> **Task prompt**:
What you return must be the lines of the data that hold the word "小川赤井平線".

> **Records for this exercise**:
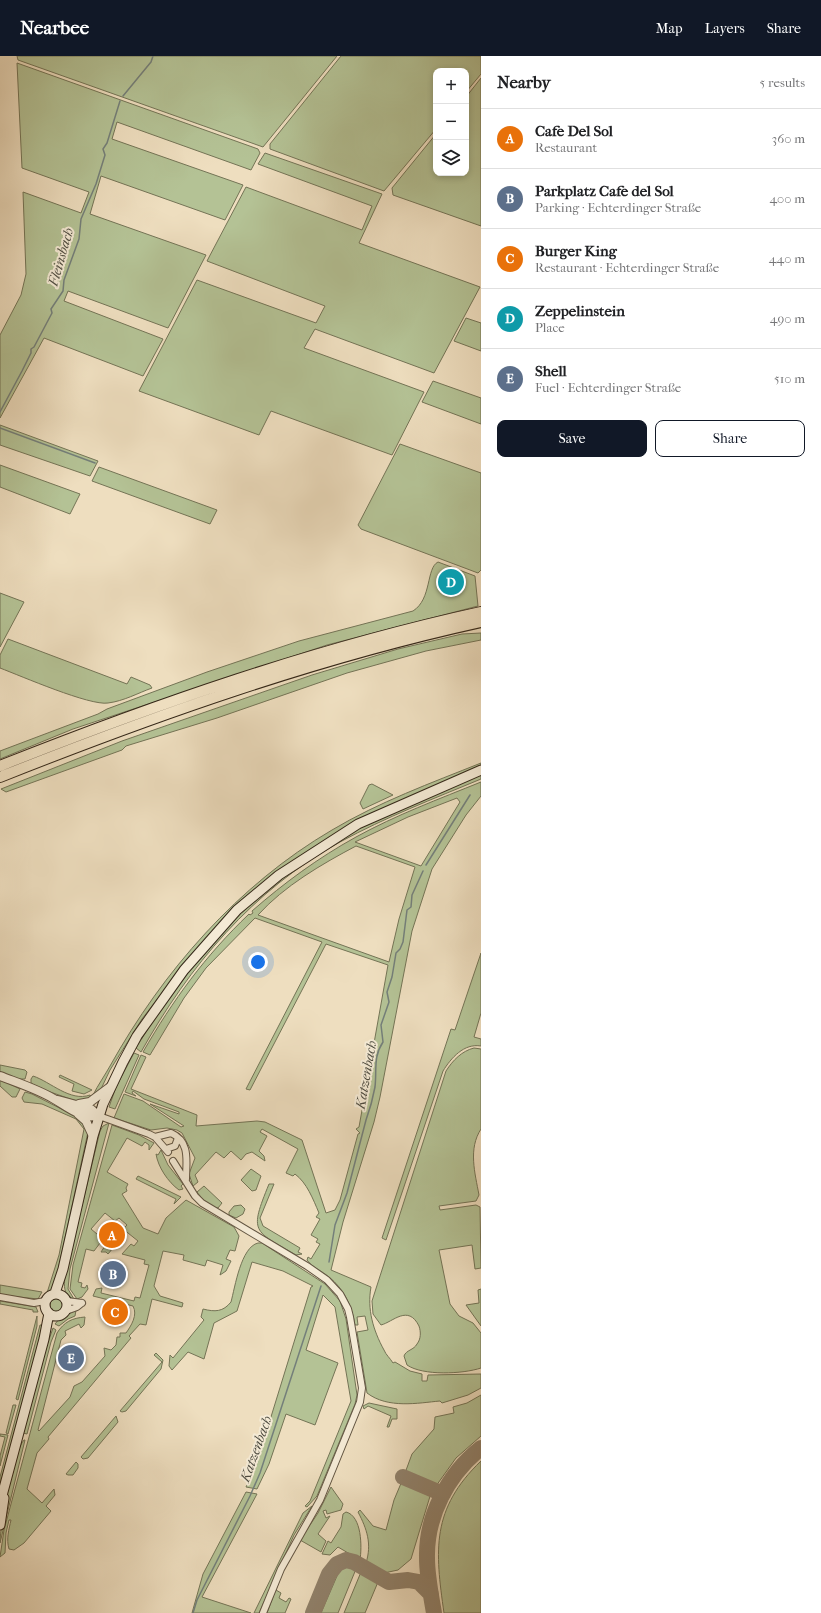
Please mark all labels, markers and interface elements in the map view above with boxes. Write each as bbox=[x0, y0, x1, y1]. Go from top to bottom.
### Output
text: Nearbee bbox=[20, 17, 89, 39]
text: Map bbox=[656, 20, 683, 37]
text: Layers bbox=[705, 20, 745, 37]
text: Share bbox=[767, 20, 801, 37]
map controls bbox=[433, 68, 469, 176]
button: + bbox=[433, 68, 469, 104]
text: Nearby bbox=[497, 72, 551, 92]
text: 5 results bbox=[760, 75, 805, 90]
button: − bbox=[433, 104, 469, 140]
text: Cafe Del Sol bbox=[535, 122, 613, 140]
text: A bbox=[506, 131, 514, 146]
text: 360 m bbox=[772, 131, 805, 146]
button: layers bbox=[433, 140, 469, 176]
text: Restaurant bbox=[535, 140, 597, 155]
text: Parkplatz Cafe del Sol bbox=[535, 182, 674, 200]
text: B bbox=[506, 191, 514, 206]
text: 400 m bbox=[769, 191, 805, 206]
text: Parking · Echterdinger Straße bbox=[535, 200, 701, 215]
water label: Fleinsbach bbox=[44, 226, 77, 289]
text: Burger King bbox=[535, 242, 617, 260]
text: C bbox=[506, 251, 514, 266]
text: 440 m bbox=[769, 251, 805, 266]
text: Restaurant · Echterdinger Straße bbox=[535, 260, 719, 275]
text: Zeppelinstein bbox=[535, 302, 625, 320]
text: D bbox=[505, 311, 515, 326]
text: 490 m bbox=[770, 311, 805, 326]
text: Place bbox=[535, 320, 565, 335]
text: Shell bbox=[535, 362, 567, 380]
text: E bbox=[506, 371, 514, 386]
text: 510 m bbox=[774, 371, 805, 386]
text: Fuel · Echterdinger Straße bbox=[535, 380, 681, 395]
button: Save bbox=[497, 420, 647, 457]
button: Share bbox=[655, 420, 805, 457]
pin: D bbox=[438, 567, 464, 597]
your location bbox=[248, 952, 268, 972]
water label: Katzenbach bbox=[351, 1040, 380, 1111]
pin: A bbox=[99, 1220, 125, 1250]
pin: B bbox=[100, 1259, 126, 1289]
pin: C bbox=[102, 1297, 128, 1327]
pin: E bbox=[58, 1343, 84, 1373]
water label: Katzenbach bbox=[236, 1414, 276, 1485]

...

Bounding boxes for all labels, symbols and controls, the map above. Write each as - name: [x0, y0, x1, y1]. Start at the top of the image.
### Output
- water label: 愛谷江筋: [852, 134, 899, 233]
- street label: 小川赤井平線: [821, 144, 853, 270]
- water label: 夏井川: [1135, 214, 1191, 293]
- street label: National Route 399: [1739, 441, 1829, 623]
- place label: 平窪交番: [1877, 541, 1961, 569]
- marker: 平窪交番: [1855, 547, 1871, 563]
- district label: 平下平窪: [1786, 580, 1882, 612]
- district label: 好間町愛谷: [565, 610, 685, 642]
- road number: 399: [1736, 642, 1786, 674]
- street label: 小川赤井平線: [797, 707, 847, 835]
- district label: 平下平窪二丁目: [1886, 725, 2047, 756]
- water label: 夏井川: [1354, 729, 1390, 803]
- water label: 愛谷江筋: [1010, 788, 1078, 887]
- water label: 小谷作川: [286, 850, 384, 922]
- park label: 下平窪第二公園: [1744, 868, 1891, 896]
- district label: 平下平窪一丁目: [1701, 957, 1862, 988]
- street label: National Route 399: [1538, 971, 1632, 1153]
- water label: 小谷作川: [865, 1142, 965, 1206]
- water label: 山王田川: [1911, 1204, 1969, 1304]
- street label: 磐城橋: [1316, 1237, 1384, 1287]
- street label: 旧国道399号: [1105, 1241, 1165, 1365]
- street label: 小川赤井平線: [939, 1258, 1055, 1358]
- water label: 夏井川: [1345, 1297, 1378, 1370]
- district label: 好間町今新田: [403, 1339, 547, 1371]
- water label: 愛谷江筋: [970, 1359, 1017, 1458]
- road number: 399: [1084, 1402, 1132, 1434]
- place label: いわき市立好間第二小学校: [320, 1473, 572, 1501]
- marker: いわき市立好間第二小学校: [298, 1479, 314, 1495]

---

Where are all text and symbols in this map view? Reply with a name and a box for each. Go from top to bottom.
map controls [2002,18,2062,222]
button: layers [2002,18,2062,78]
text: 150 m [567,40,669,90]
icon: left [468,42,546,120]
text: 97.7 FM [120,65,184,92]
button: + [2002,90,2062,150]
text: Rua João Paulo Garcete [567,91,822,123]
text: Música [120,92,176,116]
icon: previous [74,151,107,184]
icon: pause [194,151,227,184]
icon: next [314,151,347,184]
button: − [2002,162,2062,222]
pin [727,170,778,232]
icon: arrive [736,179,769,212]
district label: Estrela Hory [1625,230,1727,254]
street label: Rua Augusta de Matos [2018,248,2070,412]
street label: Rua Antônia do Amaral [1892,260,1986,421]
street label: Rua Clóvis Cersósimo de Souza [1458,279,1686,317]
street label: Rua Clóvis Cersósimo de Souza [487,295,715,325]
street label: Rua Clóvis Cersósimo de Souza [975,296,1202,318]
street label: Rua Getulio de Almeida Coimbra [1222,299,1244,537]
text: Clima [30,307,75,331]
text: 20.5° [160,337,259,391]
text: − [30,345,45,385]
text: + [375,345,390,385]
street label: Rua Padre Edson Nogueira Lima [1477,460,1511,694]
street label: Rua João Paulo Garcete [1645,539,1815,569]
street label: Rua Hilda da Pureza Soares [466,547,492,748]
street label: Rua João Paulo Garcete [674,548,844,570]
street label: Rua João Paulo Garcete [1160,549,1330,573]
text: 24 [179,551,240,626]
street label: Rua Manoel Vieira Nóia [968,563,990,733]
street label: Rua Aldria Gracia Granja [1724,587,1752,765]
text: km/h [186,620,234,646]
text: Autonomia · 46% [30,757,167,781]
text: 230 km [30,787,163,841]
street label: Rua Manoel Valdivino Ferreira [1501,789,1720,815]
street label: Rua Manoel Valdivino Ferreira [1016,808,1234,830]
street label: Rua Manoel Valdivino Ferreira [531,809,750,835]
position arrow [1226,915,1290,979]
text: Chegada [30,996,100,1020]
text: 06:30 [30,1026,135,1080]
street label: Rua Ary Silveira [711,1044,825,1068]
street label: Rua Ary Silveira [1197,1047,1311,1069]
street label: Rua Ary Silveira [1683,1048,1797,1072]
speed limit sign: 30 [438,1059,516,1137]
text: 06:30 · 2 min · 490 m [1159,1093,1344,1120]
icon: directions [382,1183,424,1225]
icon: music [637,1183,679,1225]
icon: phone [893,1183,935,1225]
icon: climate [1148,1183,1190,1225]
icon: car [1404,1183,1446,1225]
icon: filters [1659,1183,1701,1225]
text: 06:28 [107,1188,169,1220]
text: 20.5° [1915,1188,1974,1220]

> **Completed task**:
- street label: 小川赤井平線: [821, 144, 853, 270]
- street label: 小川赤井平線: [797, 707, 847, 835]
- street label: 小川赤井平線: [939, 1258, 1055, 1358]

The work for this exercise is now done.